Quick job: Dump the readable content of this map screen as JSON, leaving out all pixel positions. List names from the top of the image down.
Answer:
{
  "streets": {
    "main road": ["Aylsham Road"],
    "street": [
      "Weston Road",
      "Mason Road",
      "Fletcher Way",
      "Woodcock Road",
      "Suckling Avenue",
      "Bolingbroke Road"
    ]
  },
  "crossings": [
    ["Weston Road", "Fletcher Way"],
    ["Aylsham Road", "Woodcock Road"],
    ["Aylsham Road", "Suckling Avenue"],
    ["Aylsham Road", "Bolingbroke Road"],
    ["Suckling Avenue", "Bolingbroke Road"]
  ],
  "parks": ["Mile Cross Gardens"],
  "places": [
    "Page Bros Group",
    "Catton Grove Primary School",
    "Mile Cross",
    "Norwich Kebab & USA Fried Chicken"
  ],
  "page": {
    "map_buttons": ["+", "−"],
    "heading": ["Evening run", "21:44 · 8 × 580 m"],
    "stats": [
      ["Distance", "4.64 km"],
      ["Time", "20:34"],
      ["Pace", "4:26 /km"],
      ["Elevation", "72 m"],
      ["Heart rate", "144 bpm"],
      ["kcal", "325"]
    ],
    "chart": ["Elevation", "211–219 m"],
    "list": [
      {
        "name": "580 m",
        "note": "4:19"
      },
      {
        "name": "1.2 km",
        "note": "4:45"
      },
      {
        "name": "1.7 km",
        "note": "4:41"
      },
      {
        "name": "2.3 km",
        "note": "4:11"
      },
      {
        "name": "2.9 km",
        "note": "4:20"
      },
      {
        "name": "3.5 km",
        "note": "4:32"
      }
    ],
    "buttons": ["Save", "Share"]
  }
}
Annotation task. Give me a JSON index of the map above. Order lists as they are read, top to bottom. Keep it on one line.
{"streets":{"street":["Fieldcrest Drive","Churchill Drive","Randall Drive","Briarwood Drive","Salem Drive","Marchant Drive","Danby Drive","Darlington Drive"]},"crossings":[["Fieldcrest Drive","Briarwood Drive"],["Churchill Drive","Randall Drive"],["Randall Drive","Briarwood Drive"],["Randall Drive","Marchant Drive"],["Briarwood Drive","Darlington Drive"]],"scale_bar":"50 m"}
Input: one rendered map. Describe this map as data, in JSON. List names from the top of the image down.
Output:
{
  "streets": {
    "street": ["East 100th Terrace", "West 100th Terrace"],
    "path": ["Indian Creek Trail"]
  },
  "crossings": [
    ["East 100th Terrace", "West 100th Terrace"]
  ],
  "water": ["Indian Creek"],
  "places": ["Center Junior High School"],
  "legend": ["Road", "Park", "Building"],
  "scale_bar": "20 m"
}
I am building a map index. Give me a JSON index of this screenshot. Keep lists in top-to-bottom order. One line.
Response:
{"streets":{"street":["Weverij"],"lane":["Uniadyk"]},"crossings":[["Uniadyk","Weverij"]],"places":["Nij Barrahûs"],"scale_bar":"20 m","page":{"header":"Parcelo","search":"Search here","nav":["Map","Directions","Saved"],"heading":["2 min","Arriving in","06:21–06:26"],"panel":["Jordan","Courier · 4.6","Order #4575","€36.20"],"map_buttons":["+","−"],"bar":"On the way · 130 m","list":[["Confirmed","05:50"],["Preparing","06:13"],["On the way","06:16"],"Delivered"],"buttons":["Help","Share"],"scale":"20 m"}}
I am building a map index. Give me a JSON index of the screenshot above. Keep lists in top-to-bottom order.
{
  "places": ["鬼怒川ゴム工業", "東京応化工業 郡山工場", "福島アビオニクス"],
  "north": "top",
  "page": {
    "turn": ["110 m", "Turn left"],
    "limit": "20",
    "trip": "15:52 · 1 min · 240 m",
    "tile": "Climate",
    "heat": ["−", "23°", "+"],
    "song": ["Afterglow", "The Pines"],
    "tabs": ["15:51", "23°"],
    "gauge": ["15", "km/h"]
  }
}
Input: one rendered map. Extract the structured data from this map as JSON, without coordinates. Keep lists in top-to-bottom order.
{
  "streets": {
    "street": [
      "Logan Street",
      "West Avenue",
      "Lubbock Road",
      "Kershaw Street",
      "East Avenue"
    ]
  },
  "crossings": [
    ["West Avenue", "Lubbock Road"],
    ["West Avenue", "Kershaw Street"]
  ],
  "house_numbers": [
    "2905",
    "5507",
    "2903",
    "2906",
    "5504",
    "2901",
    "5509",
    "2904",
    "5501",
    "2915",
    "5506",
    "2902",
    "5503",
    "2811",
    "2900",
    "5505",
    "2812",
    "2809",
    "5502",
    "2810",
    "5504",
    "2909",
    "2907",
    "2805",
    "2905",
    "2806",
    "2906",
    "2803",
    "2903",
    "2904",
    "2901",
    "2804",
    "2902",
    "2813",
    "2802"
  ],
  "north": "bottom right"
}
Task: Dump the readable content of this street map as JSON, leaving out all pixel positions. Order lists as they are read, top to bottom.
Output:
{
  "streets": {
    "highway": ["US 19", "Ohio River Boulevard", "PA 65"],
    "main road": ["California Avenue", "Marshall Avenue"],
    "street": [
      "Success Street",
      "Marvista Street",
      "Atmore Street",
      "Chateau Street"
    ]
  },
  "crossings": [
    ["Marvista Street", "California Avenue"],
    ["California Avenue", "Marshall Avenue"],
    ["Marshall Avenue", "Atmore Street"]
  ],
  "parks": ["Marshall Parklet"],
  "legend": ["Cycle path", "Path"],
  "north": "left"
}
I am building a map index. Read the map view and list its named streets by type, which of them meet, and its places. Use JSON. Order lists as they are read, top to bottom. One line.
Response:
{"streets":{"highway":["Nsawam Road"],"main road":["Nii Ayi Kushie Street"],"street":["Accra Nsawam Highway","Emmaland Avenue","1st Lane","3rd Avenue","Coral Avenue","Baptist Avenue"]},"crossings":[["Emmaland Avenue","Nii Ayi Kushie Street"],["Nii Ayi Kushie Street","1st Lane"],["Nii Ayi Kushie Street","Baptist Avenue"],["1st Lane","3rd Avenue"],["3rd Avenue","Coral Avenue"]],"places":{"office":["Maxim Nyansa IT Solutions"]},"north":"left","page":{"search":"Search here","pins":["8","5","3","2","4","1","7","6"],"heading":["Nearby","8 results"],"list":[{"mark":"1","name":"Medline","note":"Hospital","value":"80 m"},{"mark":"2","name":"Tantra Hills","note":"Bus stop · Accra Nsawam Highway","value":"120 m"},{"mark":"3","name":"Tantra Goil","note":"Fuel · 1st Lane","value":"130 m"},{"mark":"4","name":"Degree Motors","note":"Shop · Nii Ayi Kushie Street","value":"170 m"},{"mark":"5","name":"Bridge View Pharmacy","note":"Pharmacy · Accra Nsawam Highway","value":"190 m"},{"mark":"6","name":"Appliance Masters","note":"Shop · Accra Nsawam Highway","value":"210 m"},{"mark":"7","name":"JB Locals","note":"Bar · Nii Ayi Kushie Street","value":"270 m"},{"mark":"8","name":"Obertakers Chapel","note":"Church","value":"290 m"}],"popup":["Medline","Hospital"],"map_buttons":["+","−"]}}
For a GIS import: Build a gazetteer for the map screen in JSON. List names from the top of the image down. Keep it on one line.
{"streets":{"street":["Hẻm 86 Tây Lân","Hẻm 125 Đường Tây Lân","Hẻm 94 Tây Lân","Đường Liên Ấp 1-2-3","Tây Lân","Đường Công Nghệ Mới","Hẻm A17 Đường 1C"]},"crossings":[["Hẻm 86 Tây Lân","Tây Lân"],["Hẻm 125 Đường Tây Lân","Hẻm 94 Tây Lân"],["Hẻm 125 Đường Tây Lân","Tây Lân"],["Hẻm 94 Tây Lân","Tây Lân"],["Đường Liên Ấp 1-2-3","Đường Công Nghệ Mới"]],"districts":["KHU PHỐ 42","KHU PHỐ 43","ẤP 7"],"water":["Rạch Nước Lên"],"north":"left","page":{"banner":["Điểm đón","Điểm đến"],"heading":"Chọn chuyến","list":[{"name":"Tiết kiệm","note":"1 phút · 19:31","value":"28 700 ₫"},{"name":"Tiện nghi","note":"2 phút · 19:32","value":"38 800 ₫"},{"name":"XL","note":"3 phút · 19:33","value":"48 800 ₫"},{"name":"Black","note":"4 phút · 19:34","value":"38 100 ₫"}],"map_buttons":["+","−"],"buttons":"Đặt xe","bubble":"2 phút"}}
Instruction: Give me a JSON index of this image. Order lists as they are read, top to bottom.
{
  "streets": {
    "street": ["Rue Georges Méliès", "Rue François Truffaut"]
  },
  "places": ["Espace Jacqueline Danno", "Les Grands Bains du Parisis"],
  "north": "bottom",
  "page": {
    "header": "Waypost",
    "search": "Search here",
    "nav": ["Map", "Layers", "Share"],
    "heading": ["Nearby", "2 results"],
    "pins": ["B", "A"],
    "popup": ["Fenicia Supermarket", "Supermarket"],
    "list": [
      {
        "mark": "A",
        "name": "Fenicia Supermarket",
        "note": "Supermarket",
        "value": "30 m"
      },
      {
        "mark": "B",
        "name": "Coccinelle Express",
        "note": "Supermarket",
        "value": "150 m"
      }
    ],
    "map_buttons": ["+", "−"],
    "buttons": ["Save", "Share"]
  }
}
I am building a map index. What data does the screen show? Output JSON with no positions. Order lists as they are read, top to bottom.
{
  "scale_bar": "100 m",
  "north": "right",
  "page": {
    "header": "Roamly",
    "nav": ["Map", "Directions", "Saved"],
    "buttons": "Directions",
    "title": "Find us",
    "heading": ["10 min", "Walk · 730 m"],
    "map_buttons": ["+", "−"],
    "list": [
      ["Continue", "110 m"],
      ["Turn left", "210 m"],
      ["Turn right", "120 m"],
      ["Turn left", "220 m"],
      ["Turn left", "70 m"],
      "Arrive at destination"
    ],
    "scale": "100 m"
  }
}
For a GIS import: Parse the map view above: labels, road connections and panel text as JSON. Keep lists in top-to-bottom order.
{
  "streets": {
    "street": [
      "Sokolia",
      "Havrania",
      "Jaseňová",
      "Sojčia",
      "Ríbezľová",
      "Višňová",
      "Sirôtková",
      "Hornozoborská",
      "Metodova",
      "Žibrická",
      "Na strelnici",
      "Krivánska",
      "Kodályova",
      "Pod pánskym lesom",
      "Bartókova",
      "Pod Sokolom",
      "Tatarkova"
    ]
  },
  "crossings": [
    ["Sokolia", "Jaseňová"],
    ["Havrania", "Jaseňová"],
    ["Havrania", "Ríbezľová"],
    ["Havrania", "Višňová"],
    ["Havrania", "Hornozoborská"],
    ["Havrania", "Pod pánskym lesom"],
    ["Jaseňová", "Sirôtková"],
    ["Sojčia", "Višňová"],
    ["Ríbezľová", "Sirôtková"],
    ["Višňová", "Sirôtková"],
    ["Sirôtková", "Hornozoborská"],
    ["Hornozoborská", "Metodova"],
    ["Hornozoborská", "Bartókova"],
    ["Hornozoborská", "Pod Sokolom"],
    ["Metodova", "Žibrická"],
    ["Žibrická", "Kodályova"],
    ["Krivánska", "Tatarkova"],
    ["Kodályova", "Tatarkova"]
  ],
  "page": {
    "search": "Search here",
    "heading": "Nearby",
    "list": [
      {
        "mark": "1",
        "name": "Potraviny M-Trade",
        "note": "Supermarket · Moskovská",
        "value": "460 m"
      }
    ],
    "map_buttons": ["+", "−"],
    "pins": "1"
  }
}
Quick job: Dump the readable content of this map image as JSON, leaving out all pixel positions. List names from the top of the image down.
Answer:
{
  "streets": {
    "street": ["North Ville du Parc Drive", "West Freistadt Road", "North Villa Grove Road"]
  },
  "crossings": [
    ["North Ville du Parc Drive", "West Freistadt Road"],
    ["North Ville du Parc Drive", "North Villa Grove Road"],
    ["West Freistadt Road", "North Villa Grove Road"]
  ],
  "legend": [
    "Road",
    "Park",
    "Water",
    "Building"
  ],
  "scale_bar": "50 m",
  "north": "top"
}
──────────────────────────────
* **What the exercise asks**
The required output is each line of the entries that contains the word "content".

* **Expected answer**
Quick job: Dump the readable content of this map screen as JSON, leaving out all pixel positions. List names from the top of the image down.
Task: Dump the readable content of this street map as JSON, leaving out all pixel positions. Order lists as they are read, top to bottom.
Quick job: Dump the readable content of this map image as JSON, leaving out all pixel positions. List names from the top of the image down.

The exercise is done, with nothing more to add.